Peanut butter and pumpkin dog treats recipe
Since most dogs love peanut butter, many doggie treat bakers like to use it as the fat in their pumpkin treats. This simple recipe has only three ingredients and comes together quickly.
- 1 cup pumpkin puree (no sugar or spices added)
- 1/2 cup peanut butter (xylitol-free)
- 2 cups flour
Preheat oven to 375 degrees Fahrenheit.
- Combine pumpkin puree and peanut butter in a large bowl and mix well.
- Add flour 1/2 cup at a time. Start mixing slowly to avoid having flour flying out of the bowl. When the flour is fully incorporated, mix well after each addition until the mixture is smooth.
- On a lightly floured surface, roll out the dough to about 1/4 inch thickness.
- Using any small cookie cutter you'd like, cut out the treats and place them 1/2 inch apart on an ungreased cookie sheet or line the cookie sheet with parchment paper for easy cleanup.
- Bake 7 minutes and check on the treats. If they do not appear to be done, cook another 2 minutes and check them again. Bake the treats up to 12 minutes total but do not allow them to become too brown on top or burnt on the bottom.
- Remove the cookie sheet from the oven and cool the treats on the tray for 2 minutes. Use a large, metal spatula or pancake turner to remove the treats to a cooling rack. Allow them to cool thoroughly for 20 minutes or more.

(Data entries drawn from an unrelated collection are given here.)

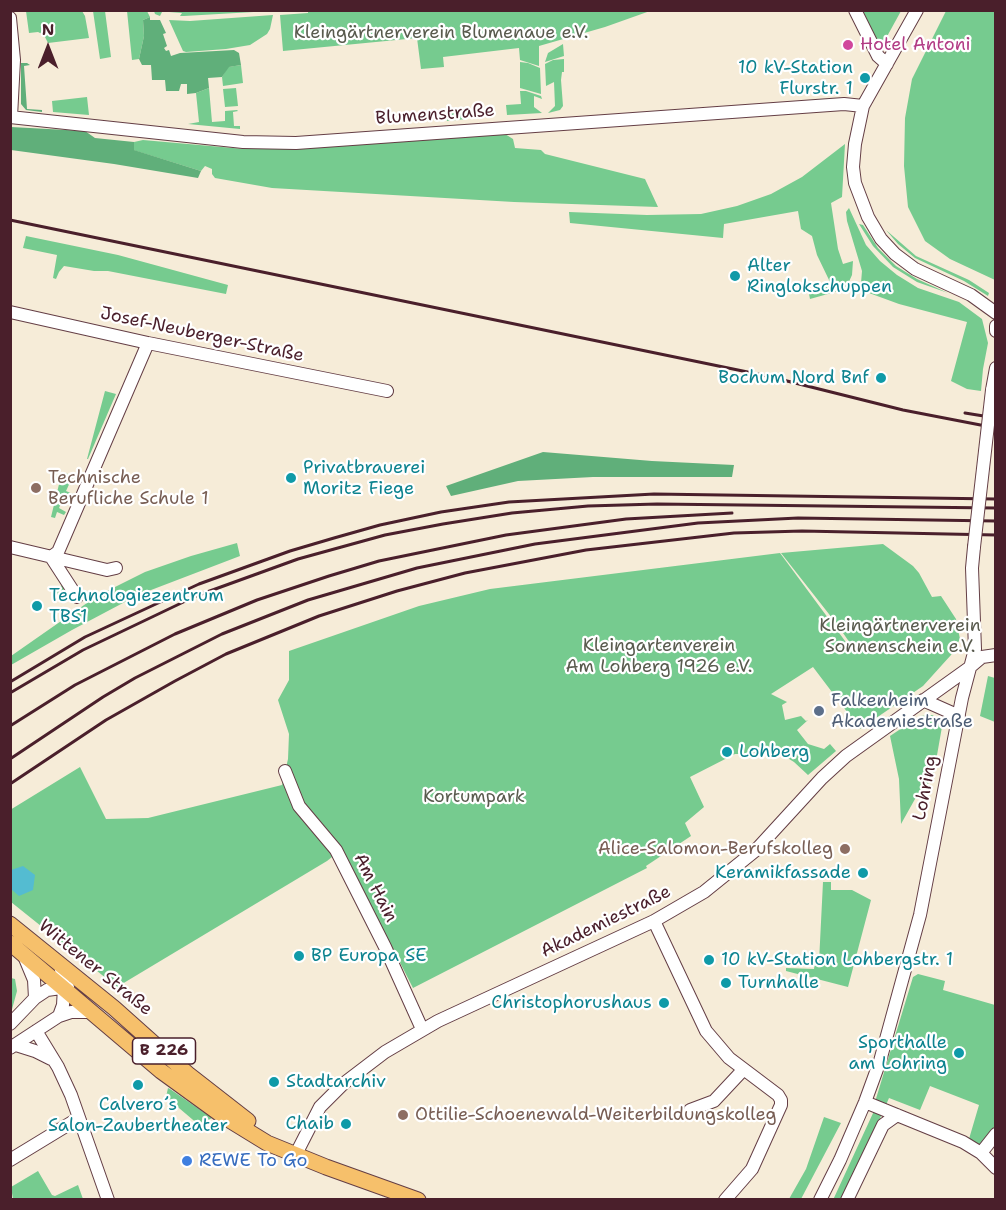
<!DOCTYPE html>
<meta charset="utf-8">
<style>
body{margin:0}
#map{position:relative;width:1006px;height:1210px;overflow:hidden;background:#f6ecd8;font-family:"Shantell Sans",sans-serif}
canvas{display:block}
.frame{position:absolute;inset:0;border:12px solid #4a1f2b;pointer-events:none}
.north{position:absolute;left:18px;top:18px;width:60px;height:60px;-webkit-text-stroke:4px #fff;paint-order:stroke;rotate:0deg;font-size:16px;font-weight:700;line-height:24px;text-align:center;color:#4a1f2b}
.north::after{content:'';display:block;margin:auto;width:21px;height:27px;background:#4a1f2b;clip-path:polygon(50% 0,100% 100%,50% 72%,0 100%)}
</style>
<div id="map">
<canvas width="1006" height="1210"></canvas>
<div class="frame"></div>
<div class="north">N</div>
</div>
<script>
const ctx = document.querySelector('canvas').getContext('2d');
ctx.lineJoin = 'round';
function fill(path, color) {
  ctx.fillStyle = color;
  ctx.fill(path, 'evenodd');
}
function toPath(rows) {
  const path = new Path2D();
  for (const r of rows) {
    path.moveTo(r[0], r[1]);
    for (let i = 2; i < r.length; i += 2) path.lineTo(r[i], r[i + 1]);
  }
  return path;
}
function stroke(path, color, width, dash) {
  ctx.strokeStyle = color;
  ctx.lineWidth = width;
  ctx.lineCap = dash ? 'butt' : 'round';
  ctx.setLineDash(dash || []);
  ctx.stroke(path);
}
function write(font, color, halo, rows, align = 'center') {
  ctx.font = font + ' "Shantell Sans",sans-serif';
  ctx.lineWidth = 4.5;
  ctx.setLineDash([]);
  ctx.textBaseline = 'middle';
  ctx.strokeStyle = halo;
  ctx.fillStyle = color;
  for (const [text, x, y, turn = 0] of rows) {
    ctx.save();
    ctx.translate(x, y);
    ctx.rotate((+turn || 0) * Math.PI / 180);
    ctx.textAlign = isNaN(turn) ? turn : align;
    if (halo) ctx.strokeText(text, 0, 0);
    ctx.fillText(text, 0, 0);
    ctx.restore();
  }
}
const green = toPath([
 [26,11,82,11,85,16,89,38,48,43,44,35,38,32,29,33],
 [93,11,105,11,111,57,100,59],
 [127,11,147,11,150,17,143,20,144,36,139,59,132,60],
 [154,11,154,10,271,11,184,16,180,16,182,13,169,12,162,12,160,16,155,14],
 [308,11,308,10,650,11,605,27,539,46,539,66,520,60,519,48,443,57,444,67,421,69,417,38,283,51,280,15,308,13],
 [860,11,901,11,879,51],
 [946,11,995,11,995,280,950,259,925,241,908,207,904,166,905,118,912,79],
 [273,15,270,29,267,34,250,45,226,49,186,52,183,51,169,20,190,21],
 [563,44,564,56,545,62,548,53],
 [564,59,564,72,562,72,561,80,563,106,560,110,548,113,555,106,554,82,546,86,545,64,553,60],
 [520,62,528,63,540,68,541,94,520,88],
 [241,65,243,83,223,86,222,77,228,67],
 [209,88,212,122,225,121,225,111,237,110,238,111,233,112,234,126,240,126,240,129,188,124,199,122,196,93],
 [236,88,238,106,225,107,223,89],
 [520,91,526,91,541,96,542,99,534,96,534,107,542,113,507,115,506,105,521,104],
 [87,97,89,115,53,112,52,101],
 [465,112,466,119,447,121,446,113],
 [505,134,513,139,515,148,541,150,545,154,645,179,658,207,514,202,272,188,215,178,212,174,212,169,205,166,201,171,133,150,134,142,143,140,244,149,291,149],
 [845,144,842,197,831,203,838,249,843,264,853,261,852,275,847,286,835,292,810,299,809,294,830,282,817,255,812,236,801,229,798,211,724,224,723,238,570,223,569,212,647,215,701,214,737,206,771,194,802,177],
 [849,208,866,245,880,261,897,275,918,288,959,302,982,319,988,343,983,369,981,391,967,389,951,381,967,322,899,304,869,293,861,283,862,271,847,221,846,212],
 [859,224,863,225,878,248,896,266,917,279,948,293,917,282,893,267,873,246],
 [886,230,916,256,969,280,989,293,988,296,964,281,915,258,898,244],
 [26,236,118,255,228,285,226,294,108,271,94,271,64,266,59,272,56,279,53,278,57,255,23,248],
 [105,391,116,394,88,459,87,459],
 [62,472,80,478,79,480,72,478,66,491,73,494,72,498,65,495,59,508,66,512,64,515,57,512,55,518,51,517],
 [237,543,240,556,138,595,72,630,11,665,11,656,97,596,145,572,191,556],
 [883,544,913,566,919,573,932,597,941,596,956,619,960,639,951,655,923,686,860,729,813,667,771,694,787,702,782,705,785,720,801,716,806,721,808,720,797,730,808,744,824,749,830,744,836,751,808,775,794,762,781,754,735,754,690,777,704,807,685,823,691,836,646,866,647,868,413,988,342,849,327,861,117,987,11,902,10,810,80,767,106,819,148,818,282,785,288,759,289,734,278,700,289,680,289,651,419,606,490,589,780,553,848,645,850,643,836,623,781,553],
 [63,585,74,595,61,603,53,589],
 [988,676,995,678,995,722,980,716],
 [932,715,943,721,933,778,915,799,901,824,899,779,890,736,920,716],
 [823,882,831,882,831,890,852,890,871,900,848,987,786,971,786,968,814,969,815,962,819,962],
 [918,974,945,981,943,990,995,1005,995,1128,979,1146,969,1139,979,1105,930,1086,920,1110,889,1098,886,1105,875,1102,913,977],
 [11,978,15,979,17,991,11,1013],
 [168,1088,170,1089,212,1118,199,1125,166,1097],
 [874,1111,882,1114,867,1147,842,1199,833,1200],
 [824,1117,841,1123,801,1199,789,1199,806,1169],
 [38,1171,52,1195,55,1196,78,1185,83,1199,13,1199,11,1187]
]);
const forest = toPath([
 [150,17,150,20,160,20,166,33,163,34,167,46,164,48,166,51,169,50,171,56,180,53,234,50,239,53,241,65,229,67,222,77,208,78,209,88,196,93,187,94,187,84,181,84,179,91,166,91,165,80,152,80,151,65,142,65,139,59,144,36,143,20],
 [21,63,27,63,30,65,24,66,27,109,42,110,42,112,26,110,21,104],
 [11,127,85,131,95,138,134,142,134,150,201,171,198,178,114,164,11,150],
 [543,452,652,461,734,465,732,477,593,477,518,481,451,496,446,486]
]);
const water = toPath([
 [23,866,35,875,33,890,19,896,11,889,11,870]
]);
const minor = toPath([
 [855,10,878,56,887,64],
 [917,10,863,106,855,144,853,167,855,183,868,217,881,239,895,254,915,269,971,295,996,313],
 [10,18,14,60,11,117],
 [10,117,243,142,296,143,844,104,863,106],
 [10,312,148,343,387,391],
 [996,326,996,331],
 [992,390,996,368],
 [10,547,107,570,116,568],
 [51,557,58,552,148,343],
 [51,557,77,597],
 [923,700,959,716],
 [285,771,299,806,336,850,385,947,422,1029],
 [654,921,706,1031,729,1058,778,1095,781,1100,781,1105,752,1169,725,1200],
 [24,956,34,980,35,998],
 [59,1016,63,1005,64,987,60,964],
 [10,1024,35,998,47,990,68,987],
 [36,1031,58,1067,71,1095,108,1200],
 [16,1045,35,1051,51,1059],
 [10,1048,59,1016,71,1012,92,1012],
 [865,1102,963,1142,981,1153,996,1168],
 [690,1110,714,1101,743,1070],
 [981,1153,996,1134],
 [296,1154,320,1107,343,1084,385,1052,438,1021,654,921,704,892,756,850,822,778,846,756,969,668,982,657,996,655],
 [10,1160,79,1118],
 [820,1200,840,1160,865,1102,880,1061,920,915,962,698,975,649,972,568,974,547],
 [847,1200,883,1125,897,1115]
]);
const major = toPath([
 [10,924,114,1008,189,1075,248,1121],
 [10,943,161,1071,223,1116,267,1143,326,1167,418,1200]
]);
const rail = toPath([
 [10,220,767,376,903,410,996,428],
 [965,413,996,418],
 [10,682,85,637,199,584,290,551,334,538,380,525,441,512,509,502,654,494,996,499],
 [10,693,83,650,196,596,298,559,385,535,443,524,512,513,588,506,657,504,996,508],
 [10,726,75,685,175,634,257,600,329,576,379,561,506,535,626,519,732,513],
 [10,759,103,697,135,678,222,634,308,600,417,568,535,544,698,523,798,518,996,521],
 [10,784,106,720,175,681,226,654,319,616,397,591,465,573,586,550,734,533,802,531,996,535]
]);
const minorBridge = toPath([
 [974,547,992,390]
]);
const markers = [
 [848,45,6,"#d1479c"],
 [865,78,6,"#0f9aa8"],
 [735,276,6,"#0f9aa8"],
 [881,378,6,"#0f9aa8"],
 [291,478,6,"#0f9aa8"],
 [36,488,6,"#8d6e63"],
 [37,606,6,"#0f9aa8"],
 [819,711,6,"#5c6f8a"],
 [727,752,6,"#0f9aa8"],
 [845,849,6,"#8d6e63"],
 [863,873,6,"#0f9aa8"],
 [299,956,6,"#0f9aa8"],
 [709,960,6,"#0f9aa8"],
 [726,983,6,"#0f9aa8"],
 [664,1003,6,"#0f9aa8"],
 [959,1053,6,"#0f9aa8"],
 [274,1082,6,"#0f9aa8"],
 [138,1085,6,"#0f9aa8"],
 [403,1115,6,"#8d6e63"],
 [346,1124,6,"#0f9aa8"],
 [187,1161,6,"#3f7fe0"]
];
const shields = [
 [164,1051,63]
];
const shieldNames = [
 ["B 226",164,1051]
];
const parkNames = [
 ["Kleingärtnerverein Blumenaue e.V.",441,33],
 ["Kleingärtnerverein",900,626],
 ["Sonnenschein e.V.",900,647],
 ["Kleingartenverein",659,646],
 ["Am Lohberg 1926 e.V.",659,667],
 ["Kortumpark",474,797]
];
const hotelNames = [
 ["Hotel Antoni",860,45]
];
const cultureNames = [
 ["10 kV-Station",853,68,"right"],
 ["Flurstr. 1",853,89,"right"],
 ["Alter",747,266],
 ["Ringlokschuppen",747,287],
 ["Bochum Nord Bnf",869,378,"right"],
 ["Privatbrauerei",303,468],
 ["Moritz Fiege",303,489],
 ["Technologiezentrum",49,596],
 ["TBS1",49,617],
 ["Lohberg",739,752],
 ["Keramikfassade",851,873,"right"],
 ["BP Europa SE",311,956],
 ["10 kV-Station Lohbergstr. 1",721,960],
 ["Turnhalle",738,983],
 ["Christophorushaus",652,1003,"right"],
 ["Sporthalle",947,1043,"right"],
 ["am Lohring",947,1064,"right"],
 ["Stadtarchiv",286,1082],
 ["Calvero´s",138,1105,"center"],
 ["Salon-Zaubertheater",138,1126,"center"],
 ["Chaib",334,1124,"right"]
];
const streetNames = [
 ["Blumenstraße",435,115,-4],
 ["Josef-Neuberger-Straße",202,335,12],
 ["Lohring",926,788,-79],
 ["Am Hain",375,888,63],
 ["Akademiestraße",606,922,-26],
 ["Wittener Straße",95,968,39]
];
const educationNames = [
 ["Technische",48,478],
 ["Berufliche Schule 1",48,499],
 ["Alice-Salomon-Berufskolleg",833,849,"right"],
 ["Ottilie-Schoenewald-Weiterbildungskolleg",415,1115]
];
const serviceNames = [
 ["Falkenheim",831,701],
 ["Akademiestraße",831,722]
];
const shopNames = [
 ["REWE To Go",199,1161]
];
fill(green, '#76cb8f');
fill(forest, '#60af7a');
fill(water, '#54bcd1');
stroke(minor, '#643e45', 14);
stroke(major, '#643e45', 17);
stroke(minor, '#fff', 12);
stroke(major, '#f6c06b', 15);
stroke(rail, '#4a1f2b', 3);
stroke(minorBridge, '#643e45', 14, []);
stroke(minorBridge, '#fff', 12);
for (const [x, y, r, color] of markers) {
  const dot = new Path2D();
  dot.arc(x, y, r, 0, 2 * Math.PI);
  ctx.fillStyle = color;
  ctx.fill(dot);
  stroke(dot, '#fff', 2);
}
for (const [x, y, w] of shields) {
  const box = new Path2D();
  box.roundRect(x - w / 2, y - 13, w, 26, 4.5);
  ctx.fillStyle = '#fff';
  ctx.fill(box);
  stroke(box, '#4a1f2b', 1.5);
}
write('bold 16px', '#4a1f2b', null, shieldNames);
write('18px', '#595b4e', '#fff', parkNames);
write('18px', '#b23c85', '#fff', hotelNames, 'left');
write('18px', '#0d838f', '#fff', cultureNames, 'left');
write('18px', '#4a1f2b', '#fff', streetNames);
write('18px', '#785e54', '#fff', educationNames, 'left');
write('18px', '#4e5e75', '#fff', serviceNames, 'left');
write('18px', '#366cbe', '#fff', shopNames, 'left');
</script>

Sliced almond butter and pumpkin dog treats
For something different, try this alternative recipe. Although it has more ingredients, there's no need to roll out the dough or use cookie cutters. Dogs don't care whether their treats are shaped like dog bones or pumpkins or if they are sliced rounds.

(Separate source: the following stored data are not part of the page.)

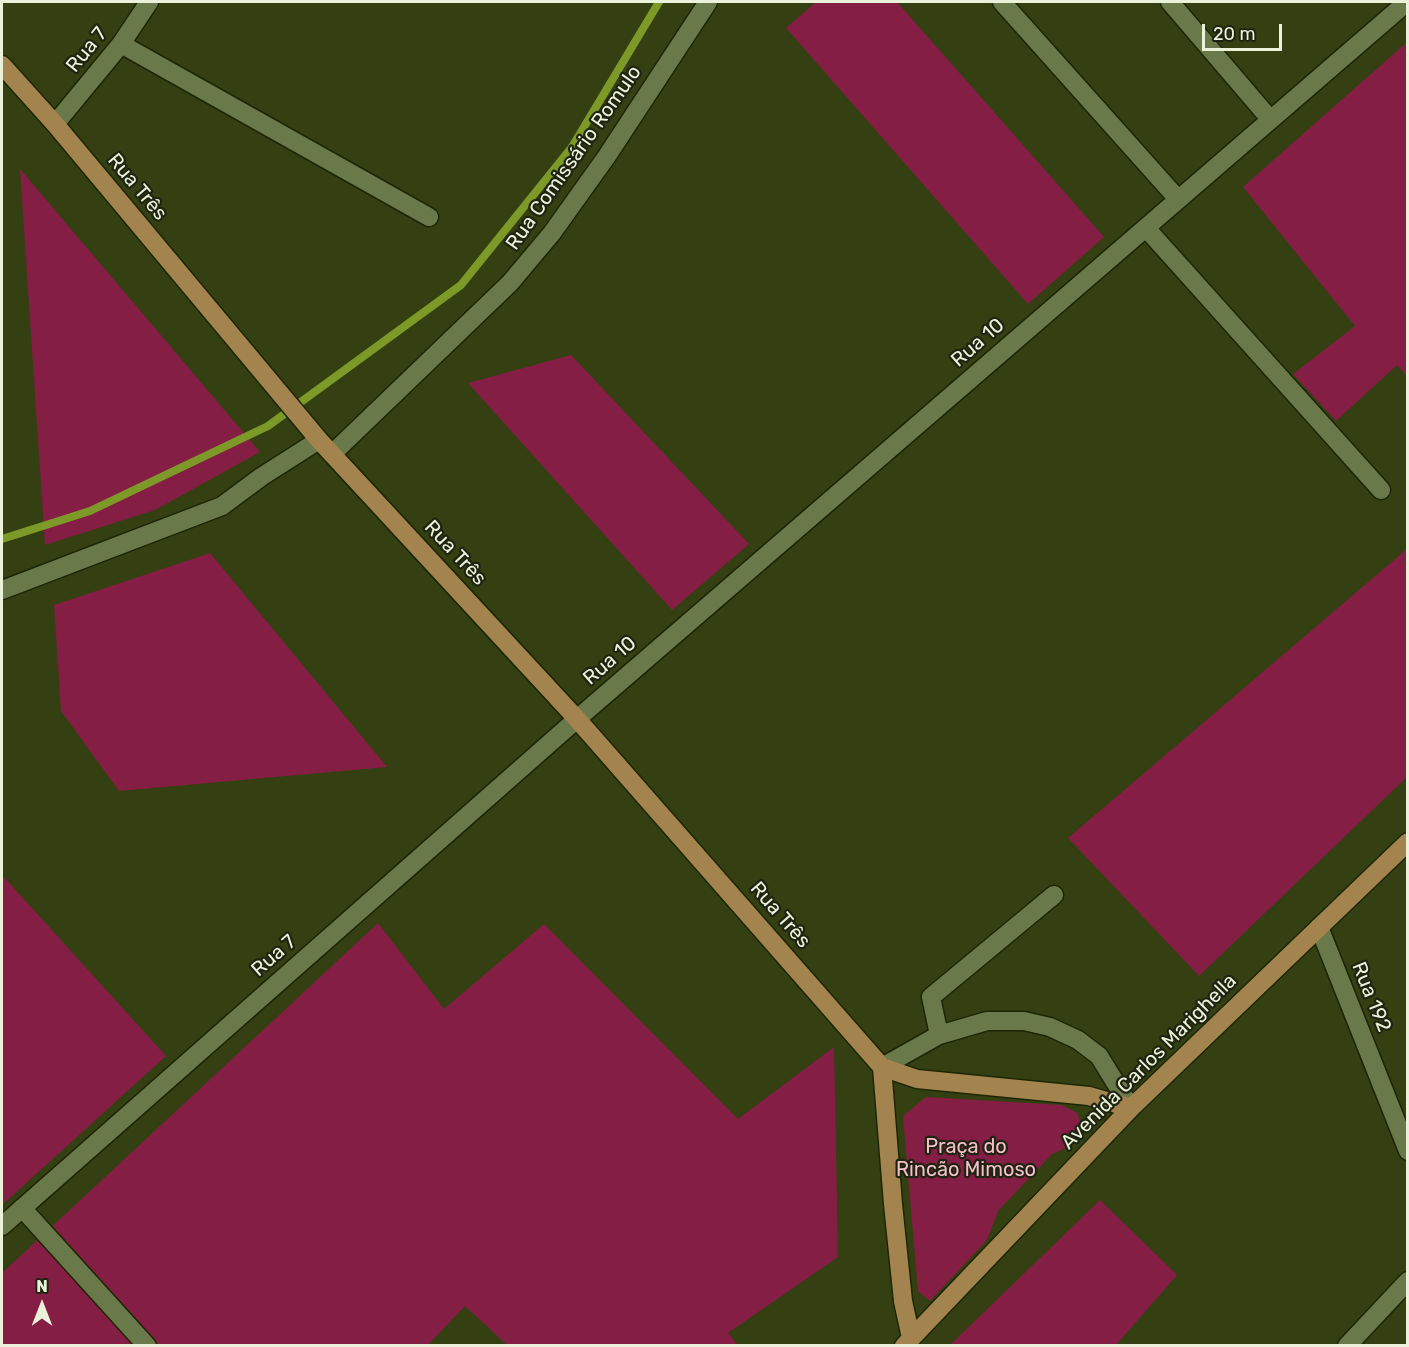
<!DOCTYPE html>
<html>
<head>
<meta charset="utf-8">
<style>
  body { margin:0 }
  #map { position:relative; width:1409px; height:1347px; overflow:hidden; background:#344012; font-family:Rubik,sans-serif }
  canvas { display:block }
  .frame { position:absolute; inset:0; border:3px solid #eaf3da; pointer-events:none }
  .north { position:absolute; left:12px; top:1275px; width:60px; height:60px; -webkit-text-stroke:4px #1e2411; paint-order:stroke; rotate:0deg; font-size:16px; font-weight:700; line-height:24px; text-align:center; color:#eaf3da }
  .north::after { content:''; display:block; margin:auto; width:21px; height:27px; background:#eaf3da; clip-path:polygon(50% 0,100% 100%,50% 72%,0 100%) }
  .scale { position:absolute; left:1202px; top:24px; width:80px; height:27px; box-sizing:border-box; border:3px solid #eaf3da; border-top:0; padding-left:8px; font-size:18px; line-height:21px; white-space:nowrap; color:#eaf3da; -webkit-text-stroke:4px #1e2411; paint-order:stroke }
</style>
</head>
<body>
<div id="map">
<canvas width="1409" height="1347"></canvas>
<div class="frame"></div>
<div class="north">N</div>
<div class="scale">20 m</div>
</div>
<script>
const context = document.querySelector('canvas').getContext('2d');
context.lineJoin = 'round';
function fillPath(path, color) {
  context.fillStyle = color;
  context.fill(path, 'evenodd');
}
function shape(rows) {
  const path = new Path2D();
  for (const r of rows) {
    path.moveTo(r[0], r[1]);
    for (let i = 2; i < r.length; i += 2) path.lineTo(r[i], r[i + 1]);
  }
  return path;
}
function stroke(path, color, width, dash) {
  context.strokeStyle = color;
  context.lineWidth = width;
  context.lineCap = dash ? 'butt' : 'round';
  context.setLineDash(dash || []);
  context.stroke(path);
}
function label(font, color, halo, rows, align = 'center') {
  context.font = font + ' Rubik,sans-serif';
  context.lineWidth = 4.5;
  context.setLineDash([]);
  context.textBaseline = 'middle';
  context.strokeStyle = halo;
  context.fillStyle = color;
  for (const [text, x, y, turn = 0] of rows) {
    context.save();
    context.translate(x, y);
    context.rotate((+turn || 0) * Math.PI / 180);
    context.textAlign = isNaN(turn) ? turn : align;
    if (halo) context.strokeText(text, 0, 0);
    context.fillText(text, 0, 0);
    context.restore();
  }
}
fillPath(shape([
  [816,2,897,2,1104,237,1028,304,786,28],
  [1407,42,1407,376,1397,365,1336,421,1293,374,1355,326,1243,187],
  [20,169,260,452,155,510,45,545],
  [571,355,749,544,672,610,468,383],
  [1407,549,1407,777,1199,976,1068,838],
  [210,553,387,767,119,791,61,711,54,605],
  [2,875,166,1056,2,1205],
  [378,923,444,1009,544,924,738,1119,834,1047,838,1257,728,1333,738,1345,507,1345,465,1306,428,1345,2,1345,2,1273],
  [926,1097,1062,1105,1077,1113,1082,1126,1079,1142,1052,1154,998,1211,987,1240,930,1301,918,1291,903,1116],
  [1100,1200,1177,1275,1116,1345,950,1345]
]), '#841e44');
stroke(shape([
  [2,539,90,511,268,426,461,285,572,147,659,2]
]), '#7d9a28', 8);
const minor = shape([
  [1002,2,1177,198],
  [1170,2,1270,119],
  [121,44,429,217],
  [55,124,121,44,149,2],
  [1146,228,1381,490],
  [332,454,510,283,552,233,607,156,708,2],
  [2,590,222,506,261,477,319,440],
  [1319,927,1408,1151],
  [939,1035,931,997,1054,895],
  [882,1067,939,1035,987,1021,1024,1021,1050,1027,1078,1040,1099,1056,1131,1108],
  [22,1208,147,1346],
  [2,1226,577,719,1407,2],
  [1347,1346,1408,1281]
]);
const major = shape([
  [2,65,55,124,319,440,577,719,882,1067,917,1079,1089,1096,1131,1108],
  [882,1067,893,1204,903,1301,911,1338],
  [904,1346,1131,1108,1408,842]
]);
stroke(minor, '#1d2603', 21);
stroke(major, '#1d2603', 21);
stroke(minor, '#6a794a', 18);
stroke(major, '#a3844e', 18);
label('20px', '#eaf3da', '#1e2411', [
  ["Rua 7",87,50,-51],
  ["Rua Comissário Romulo",574,158,-55],
  ["Rua Três",137,187,50],
  ["Rua 10",978,343,-41],
  ["Rua Três",455,553,47],
  ["Rua 10",610,661,-41],
  ["Rua Três",780,915,49],
  ["Rua 7",274,956,-41],
  ["Rua 192",1371,997,68],
  ["Avenida Carlos Marighella",1149,1062,-45]
]);
label('20px', '#f6bdca', '#1e2411', [
  ["Praça do",966,1147],
  ["Rincão Mimoso",966,1170]
]);
</script>
</body>
</html>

- 1/2 cup canned pumpkin puree (not pie filling)
- 2 tablespoons almond butter
- 2 eggs, lightly beaten
- 2 1/2 cups whole wheat flour
- 1/2 teaspoon salt
- 1/2 teaspoon ground cinnamon
- Water as needed
Preheat the oven to 350 degrees Fahrenheit.
- Mix together the pumpkin puree and almond butter in a large bowl.
- Add the lightly beaten eggs and mix thoroughly.
- In another bowl, combine the flour, salt, and cinnamon mixed together.
- Gradually add the flour mixture 1/2 cup at a time to the pumpkin mixture, beating well after each addition.
- Add water 1 tablespoon at a time using just enough water for the dough to come together. The dough should be stiff and dry.
- Roll the dough into a 1/2-inch-thick log on waxed paper. Slice the log into 1/2-inch pieces.
- Place the treats 1/2 inch apart on a baking sheet lined with parchment paper.
- Bake 20 minutes. Check on the treats to be sure they don't burn and continue baking up to 20 minutes longer for 5 minutes at a time until the treats are hard.
- Transfer the treats to a cooling rack and let them cool completely.
You can substitute another kind of nut butter, such as peanut or cashew, for the fat in the recipe. You can also substitute coconut flour, oat flour, or other flour of the same consistency as the whole wheat flour as long as the substitutions are safe for dogs. For example, you wouldn't want to use anything made from walnuts or macadamia nuts because they are toxic to dogs.